▶ [Task statement] Find the lines holding the string "stream" in the data, then copy all of them.

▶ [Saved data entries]
== Segment start ==
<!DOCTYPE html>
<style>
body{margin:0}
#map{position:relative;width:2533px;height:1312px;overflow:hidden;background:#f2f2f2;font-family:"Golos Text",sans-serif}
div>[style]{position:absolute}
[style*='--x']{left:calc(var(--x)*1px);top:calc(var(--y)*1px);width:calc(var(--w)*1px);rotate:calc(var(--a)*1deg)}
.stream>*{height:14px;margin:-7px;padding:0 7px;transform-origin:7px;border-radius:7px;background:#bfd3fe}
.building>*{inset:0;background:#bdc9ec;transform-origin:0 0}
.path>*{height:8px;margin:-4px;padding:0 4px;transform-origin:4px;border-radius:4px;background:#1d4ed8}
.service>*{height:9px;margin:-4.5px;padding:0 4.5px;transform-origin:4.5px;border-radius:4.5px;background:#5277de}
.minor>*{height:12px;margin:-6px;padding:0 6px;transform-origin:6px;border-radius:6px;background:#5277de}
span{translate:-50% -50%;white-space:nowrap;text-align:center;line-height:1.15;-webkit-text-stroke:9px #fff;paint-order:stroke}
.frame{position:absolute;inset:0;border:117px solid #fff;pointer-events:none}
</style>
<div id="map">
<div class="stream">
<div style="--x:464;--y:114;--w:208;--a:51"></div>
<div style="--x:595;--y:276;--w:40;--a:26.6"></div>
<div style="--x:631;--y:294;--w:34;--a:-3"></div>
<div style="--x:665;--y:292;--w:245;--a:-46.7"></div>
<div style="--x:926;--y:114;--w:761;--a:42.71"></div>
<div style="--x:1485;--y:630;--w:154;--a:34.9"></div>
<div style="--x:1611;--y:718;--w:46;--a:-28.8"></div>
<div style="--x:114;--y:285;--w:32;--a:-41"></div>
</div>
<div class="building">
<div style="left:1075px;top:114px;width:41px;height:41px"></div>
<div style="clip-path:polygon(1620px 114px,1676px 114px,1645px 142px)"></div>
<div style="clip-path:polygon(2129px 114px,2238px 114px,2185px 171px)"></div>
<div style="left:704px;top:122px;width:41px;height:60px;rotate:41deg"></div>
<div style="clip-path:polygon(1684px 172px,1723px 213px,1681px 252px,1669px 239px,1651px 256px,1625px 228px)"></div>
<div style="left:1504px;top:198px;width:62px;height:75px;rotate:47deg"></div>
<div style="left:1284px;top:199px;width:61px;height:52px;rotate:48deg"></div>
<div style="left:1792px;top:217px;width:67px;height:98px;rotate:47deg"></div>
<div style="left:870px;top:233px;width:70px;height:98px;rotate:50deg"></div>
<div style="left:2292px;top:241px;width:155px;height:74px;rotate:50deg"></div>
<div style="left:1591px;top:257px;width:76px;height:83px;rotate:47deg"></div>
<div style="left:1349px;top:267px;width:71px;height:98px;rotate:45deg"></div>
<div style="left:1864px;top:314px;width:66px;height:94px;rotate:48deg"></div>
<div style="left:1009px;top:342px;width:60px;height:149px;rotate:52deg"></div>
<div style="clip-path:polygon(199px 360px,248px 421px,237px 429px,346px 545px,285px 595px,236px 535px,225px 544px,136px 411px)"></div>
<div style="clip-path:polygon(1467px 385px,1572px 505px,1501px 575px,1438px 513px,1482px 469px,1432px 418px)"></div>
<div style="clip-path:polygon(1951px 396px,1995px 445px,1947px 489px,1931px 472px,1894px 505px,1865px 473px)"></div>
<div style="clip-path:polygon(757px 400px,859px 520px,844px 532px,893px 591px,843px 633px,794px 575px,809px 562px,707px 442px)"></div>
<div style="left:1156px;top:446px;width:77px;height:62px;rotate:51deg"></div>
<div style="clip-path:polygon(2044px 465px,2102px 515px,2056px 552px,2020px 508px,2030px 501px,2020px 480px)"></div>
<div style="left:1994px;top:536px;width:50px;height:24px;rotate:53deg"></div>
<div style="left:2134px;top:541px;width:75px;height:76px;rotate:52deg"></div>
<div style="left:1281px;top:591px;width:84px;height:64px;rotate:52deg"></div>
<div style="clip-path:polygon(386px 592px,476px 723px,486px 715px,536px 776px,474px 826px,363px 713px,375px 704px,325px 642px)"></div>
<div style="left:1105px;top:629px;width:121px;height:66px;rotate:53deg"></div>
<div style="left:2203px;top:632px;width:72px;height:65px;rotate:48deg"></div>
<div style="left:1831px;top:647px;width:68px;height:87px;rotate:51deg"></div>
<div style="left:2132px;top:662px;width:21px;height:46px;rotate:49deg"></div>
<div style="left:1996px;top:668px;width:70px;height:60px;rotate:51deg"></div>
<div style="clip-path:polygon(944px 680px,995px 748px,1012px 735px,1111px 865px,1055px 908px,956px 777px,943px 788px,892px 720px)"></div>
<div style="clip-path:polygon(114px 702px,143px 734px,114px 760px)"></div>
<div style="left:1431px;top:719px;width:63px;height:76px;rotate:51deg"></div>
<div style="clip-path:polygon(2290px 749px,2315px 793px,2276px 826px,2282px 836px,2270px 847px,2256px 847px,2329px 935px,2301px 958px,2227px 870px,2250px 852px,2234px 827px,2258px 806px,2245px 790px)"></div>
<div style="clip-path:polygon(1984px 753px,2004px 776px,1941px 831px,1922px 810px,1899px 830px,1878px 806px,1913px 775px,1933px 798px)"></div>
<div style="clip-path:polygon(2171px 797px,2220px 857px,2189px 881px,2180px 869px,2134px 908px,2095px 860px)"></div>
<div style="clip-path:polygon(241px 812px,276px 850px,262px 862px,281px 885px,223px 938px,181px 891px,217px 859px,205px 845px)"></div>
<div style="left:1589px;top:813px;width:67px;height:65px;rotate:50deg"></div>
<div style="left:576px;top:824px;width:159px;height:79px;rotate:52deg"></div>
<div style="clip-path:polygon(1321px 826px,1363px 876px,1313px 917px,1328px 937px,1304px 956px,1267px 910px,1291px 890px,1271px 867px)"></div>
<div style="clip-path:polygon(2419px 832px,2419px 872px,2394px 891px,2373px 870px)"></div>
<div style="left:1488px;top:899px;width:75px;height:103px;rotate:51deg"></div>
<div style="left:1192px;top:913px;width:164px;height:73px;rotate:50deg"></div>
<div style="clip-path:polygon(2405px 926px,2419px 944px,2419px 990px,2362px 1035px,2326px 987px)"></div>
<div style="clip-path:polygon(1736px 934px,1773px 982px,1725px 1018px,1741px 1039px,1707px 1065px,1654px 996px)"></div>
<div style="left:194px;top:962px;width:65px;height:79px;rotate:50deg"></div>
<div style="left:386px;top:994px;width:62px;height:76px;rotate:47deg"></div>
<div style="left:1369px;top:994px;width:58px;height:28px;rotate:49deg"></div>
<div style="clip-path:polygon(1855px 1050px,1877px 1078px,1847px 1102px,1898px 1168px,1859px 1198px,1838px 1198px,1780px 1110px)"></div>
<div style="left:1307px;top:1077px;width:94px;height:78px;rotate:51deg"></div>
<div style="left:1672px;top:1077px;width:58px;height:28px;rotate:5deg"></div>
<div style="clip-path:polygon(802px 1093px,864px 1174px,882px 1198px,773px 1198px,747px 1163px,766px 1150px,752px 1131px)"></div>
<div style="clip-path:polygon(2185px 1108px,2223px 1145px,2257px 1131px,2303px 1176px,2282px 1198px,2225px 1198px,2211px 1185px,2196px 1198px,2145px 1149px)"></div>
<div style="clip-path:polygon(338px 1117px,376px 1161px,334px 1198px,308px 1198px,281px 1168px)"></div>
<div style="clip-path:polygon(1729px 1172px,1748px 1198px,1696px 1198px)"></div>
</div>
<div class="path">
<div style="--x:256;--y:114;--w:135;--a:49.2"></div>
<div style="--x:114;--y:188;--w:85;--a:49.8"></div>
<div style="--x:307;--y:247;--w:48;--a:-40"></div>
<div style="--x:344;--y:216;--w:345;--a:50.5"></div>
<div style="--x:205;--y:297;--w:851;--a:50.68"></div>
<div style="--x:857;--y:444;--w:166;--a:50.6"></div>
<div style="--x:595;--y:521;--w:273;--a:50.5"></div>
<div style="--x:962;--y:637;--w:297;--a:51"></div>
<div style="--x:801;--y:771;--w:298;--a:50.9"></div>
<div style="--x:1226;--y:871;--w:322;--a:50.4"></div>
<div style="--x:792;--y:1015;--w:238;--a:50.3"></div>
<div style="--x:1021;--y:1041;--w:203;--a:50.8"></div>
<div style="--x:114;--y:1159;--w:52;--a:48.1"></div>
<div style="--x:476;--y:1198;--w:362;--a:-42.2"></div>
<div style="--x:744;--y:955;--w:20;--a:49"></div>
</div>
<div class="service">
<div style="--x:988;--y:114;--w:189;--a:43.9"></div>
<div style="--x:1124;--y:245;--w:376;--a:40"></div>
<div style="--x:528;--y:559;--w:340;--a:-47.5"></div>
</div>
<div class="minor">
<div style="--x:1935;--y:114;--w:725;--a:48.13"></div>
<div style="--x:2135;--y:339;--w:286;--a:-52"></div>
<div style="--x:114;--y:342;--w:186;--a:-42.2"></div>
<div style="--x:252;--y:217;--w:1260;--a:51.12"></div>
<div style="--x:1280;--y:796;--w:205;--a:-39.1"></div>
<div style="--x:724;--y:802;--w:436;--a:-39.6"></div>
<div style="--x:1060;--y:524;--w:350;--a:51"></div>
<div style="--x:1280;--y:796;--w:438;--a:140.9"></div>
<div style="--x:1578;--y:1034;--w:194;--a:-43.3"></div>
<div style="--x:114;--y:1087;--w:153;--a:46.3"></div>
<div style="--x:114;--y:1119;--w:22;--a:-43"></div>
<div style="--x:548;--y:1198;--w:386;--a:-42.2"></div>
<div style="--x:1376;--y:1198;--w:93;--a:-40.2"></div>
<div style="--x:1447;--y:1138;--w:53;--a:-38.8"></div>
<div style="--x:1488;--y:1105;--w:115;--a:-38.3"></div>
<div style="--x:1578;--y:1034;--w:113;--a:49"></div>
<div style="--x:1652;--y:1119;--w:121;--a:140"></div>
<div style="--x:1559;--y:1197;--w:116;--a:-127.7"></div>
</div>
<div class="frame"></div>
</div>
== Segment end ==
▶ [Your solution]
.stream>*{height:14px;margin:-7px;padding:0 7px;transform-origin:7px;border-radius:7px;background:#bfd3fe}
<div class="stream">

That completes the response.